Bootstrapping as an Alternative¶

When data is non-normal, or when assumptions of normality cannot be met, bootstrapping provides a powerful alternative. Bootstrapping is a resampling technique that generates multiple samples from the observed data by sampling with replacement. This method allows for the estimation of sampling distributions, confidence intervals, and hypothesis testing without the need for parametric assumptions.

Python Implementation¶

import numpy as np
import matplotlib.pyplot as plt
from sklearn.utils import resample

# Original data sample
data = np.random.exponential(scale=2, size=100)

# Bootstrapping: Resample the data 1000 times and compute the mean of each sample
bootstrap_means = [np.mean(resample(data)) for _ in range(1000)]
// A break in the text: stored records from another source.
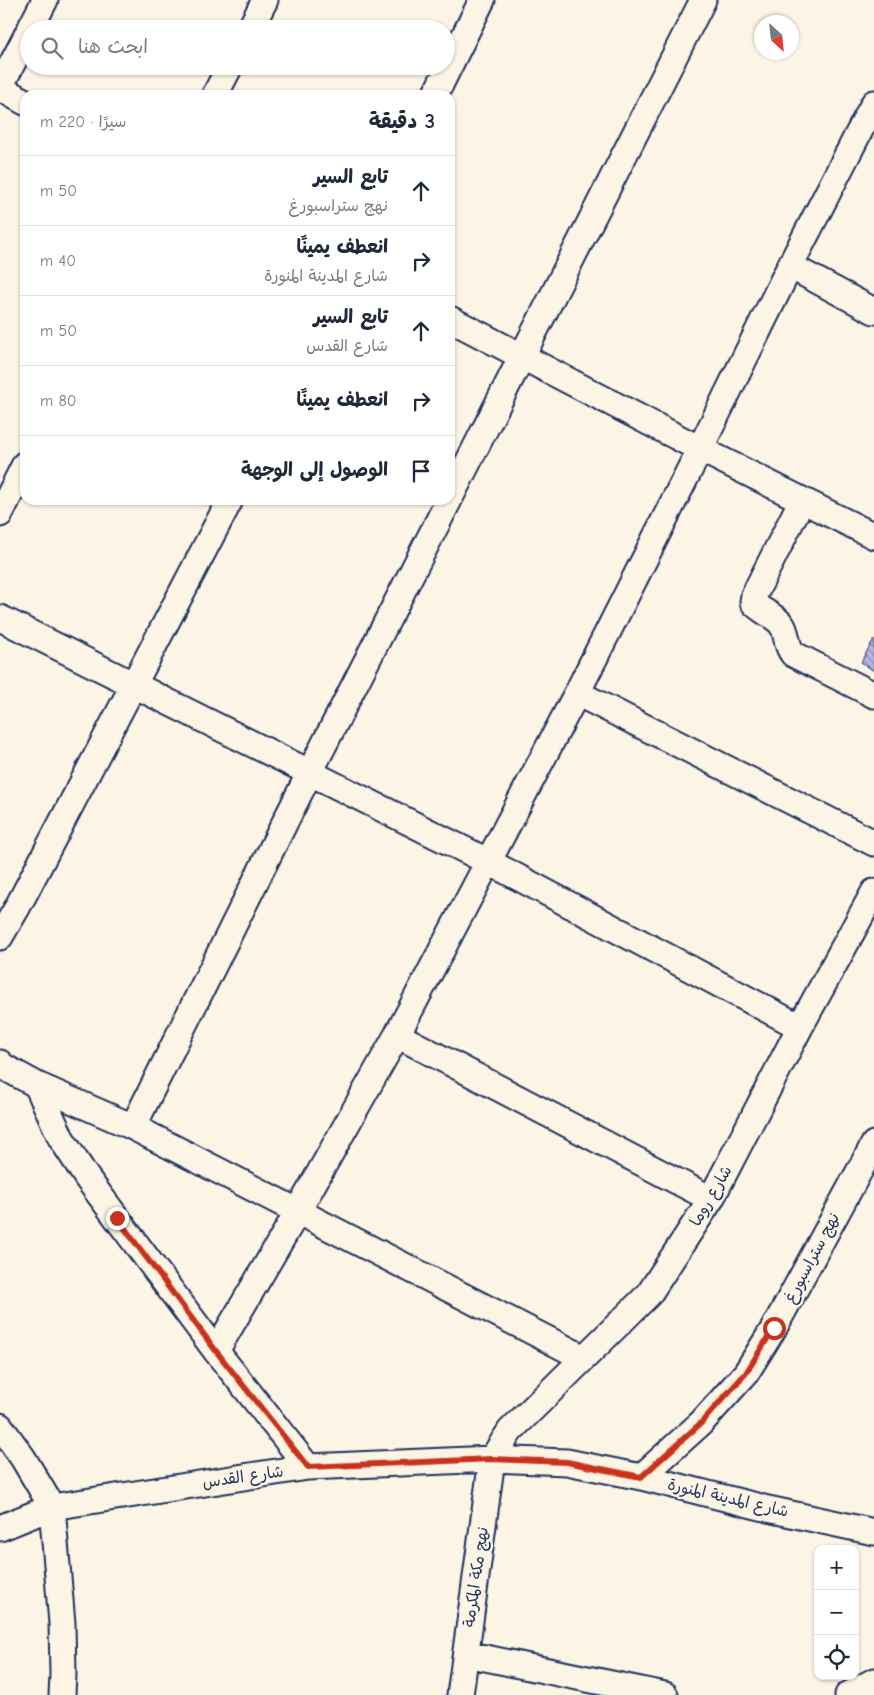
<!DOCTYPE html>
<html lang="ar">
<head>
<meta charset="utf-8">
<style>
	:root { --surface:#fff; --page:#f6f6f7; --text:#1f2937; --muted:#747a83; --line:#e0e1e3 }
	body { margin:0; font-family:"Comic Neue","Playpen Sans Arabic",sans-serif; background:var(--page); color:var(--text); direction:rtl }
	.controls { position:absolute; right:15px; bottom:15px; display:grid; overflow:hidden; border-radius:10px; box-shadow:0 1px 4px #0004 }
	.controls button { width:45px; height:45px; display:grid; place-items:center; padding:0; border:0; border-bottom:1px solid var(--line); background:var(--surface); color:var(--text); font:25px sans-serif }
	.compass { position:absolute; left:754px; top:15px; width:45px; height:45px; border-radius:50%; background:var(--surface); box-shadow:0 1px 4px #0004; rotate:153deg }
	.stop { position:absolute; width:15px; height:15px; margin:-11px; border:4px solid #c8321e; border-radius:50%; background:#fff }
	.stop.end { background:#c8321e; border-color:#fff; box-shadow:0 1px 5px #0008 }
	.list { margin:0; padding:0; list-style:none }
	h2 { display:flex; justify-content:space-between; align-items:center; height:65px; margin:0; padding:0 20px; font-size:21px }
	h2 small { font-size:16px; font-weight:400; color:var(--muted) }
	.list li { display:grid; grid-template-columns:32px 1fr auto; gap:15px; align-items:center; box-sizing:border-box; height:70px; padding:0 20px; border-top:1px solid var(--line) }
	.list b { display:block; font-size:19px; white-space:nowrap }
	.list p { margin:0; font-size:16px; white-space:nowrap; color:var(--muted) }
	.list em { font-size:16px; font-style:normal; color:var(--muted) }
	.icon { flex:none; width:28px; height:28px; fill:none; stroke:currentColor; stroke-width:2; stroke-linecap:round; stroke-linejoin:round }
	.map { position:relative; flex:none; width:874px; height:1695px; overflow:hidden; direction:ltr }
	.search { position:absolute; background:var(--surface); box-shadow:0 1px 4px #0004; left:20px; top:20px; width:435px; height:55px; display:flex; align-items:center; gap:12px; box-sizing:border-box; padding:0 18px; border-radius:28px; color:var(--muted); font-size:19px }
	.panel { position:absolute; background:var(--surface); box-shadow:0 1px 4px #0004; left:20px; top:90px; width:435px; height:415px; border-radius:15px; direction:rtl }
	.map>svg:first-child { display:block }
	.building { fill:url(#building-back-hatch); stroke:#1b2f5e }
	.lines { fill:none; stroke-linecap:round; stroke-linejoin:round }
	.minor-casing { stroke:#1b2f5e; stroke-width:29 }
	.minor { stroke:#fcf5e5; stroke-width:25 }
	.route { stroke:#c8321e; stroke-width:6 }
	.labels { text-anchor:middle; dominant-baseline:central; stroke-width:4.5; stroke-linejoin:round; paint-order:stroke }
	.street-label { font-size:16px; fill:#1b2f5e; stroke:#fcf5e5 }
</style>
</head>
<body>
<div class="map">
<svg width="874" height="1695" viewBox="0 0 874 1695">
	<defs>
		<pattern id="building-back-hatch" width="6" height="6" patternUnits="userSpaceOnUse" patternTransform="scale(1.25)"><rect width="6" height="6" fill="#bab4e5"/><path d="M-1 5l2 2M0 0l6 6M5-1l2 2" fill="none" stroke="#9693bd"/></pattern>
	</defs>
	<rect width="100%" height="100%" fill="#fcf5e5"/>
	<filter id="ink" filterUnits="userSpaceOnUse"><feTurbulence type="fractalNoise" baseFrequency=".02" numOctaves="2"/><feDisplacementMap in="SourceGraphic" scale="10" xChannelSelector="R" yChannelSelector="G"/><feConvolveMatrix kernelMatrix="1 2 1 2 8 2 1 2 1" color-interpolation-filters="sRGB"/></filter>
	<g filter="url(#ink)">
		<path class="building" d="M874 639V671L861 662Z"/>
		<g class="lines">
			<g class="minor-casing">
				<path id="minor" d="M30 29 45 0
					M250 29 265 0
					M0 87 29 31
					M0 88 25 102
					M215 95 230 66
					M435 95 482 0
					M790 266 874 311
					M450 319 700 449 874 536
					M450 498 703 0
					M802 500 754 595 753 602C761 612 775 615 782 625 788 634 785 644 793 654L874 695
					M0 514 25 464
					M0 618 489 862 800 1027
					M577 693 874 843
					M0 937 17 908 230 500
					M397 1035 711 1199
					M0 1063 4 1067 37 1085 133 1127 584 1358
					M37 1085 61 1138 87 1178 216 1351 308 1467
					M133 1127 310 772 449 500
					M216 1351 298 1211 397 1035 577 693 700 449 790 266 874 103
					M0 1426 23 1458 52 1507 62 1623 63 1674 62 1695
					M641 1477 701 1423 746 1373 774 1328 874 1144
					M0 1528 52 1507 308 1467 492 1459 567 1462 641 1477 768 1509 874 1532
					M466 1654 665 1695
					M460 1695 492 1459 510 1431 649 1294 711 1199 800 1027 874 892
					M848 1695 874 1681"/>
			</g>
			<use href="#minor" class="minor"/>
		</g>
	</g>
	<g class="lines" filter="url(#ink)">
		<path class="route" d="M117 1218 216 1351 308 1467 492 1459 567 1462 641 1477 701 1423 746 1373 774 1328"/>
	</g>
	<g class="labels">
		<g class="street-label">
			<text transform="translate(711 1196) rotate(-60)">شارع روما</text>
			<text transform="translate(812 1258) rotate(-62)">نهج ستراسبورغ</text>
			<text transform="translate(243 1477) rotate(-8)">شارع القدس</text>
			<text transform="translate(728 1498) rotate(13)">شارع المدينة المنورة</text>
			<text transform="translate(476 1577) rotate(-82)">نهج مكة المكرمة</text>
		</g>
	</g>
</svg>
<div class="controls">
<button>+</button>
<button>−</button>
<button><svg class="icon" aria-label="locate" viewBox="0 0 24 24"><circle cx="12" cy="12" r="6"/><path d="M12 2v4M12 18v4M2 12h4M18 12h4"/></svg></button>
</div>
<svg class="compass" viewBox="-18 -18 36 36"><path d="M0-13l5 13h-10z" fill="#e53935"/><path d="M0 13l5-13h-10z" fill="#747a83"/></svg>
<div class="stop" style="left:774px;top:1328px"></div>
<div class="stop end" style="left:117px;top:1218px"></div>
<div class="search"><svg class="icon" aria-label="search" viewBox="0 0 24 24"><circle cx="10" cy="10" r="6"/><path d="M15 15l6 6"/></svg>ابحث هنا</div>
<section class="panel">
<h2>3 دقيقة<small>سيرًا · 220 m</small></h2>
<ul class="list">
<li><svg class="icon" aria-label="ahead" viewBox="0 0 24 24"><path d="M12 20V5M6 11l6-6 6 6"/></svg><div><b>تابع السير</b><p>نهج ستراسبورغ</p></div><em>50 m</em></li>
<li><svg class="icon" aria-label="right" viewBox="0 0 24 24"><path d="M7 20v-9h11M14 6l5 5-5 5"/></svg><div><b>انعطف يمينًا</b><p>شارع المدينة المنورة</p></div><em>40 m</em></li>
<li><svg class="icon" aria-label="ahead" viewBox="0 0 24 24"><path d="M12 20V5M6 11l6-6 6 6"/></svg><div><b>تابع السير</b><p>شارع القدس</p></div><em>50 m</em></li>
<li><svg class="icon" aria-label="right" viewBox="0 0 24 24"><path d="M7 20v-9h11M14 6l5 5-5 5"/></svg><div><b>انعطف يمينًا</b></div><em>80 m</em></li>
<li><svg class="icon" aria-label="arrive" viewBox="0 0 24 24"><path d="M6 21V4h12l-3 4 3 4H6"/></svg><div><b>الوصول إلى الوجهة</b></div></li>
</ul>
</section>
</div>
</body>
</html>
# Plot the distribution of bootstrap means
plt.hist(bootstrap_means, bins=30)
plt.title('Bootstrap Sampling Distribution of the Mean')
plt.xlabel('Mean')
plt.ylabel('Frequency')
plt.show()

# Confidence interval for the mean
conf_interval = np.percentile(bootstrap_means, [2.5, 97.5])
print(f"95% Confidence Interval: {conf_interval}")

Bootstrapping is a powerful tool when the sample size is small or the data deviates significantly from normality, as it allows for the estimation of uncertainty without relying on normal distribution assumptions.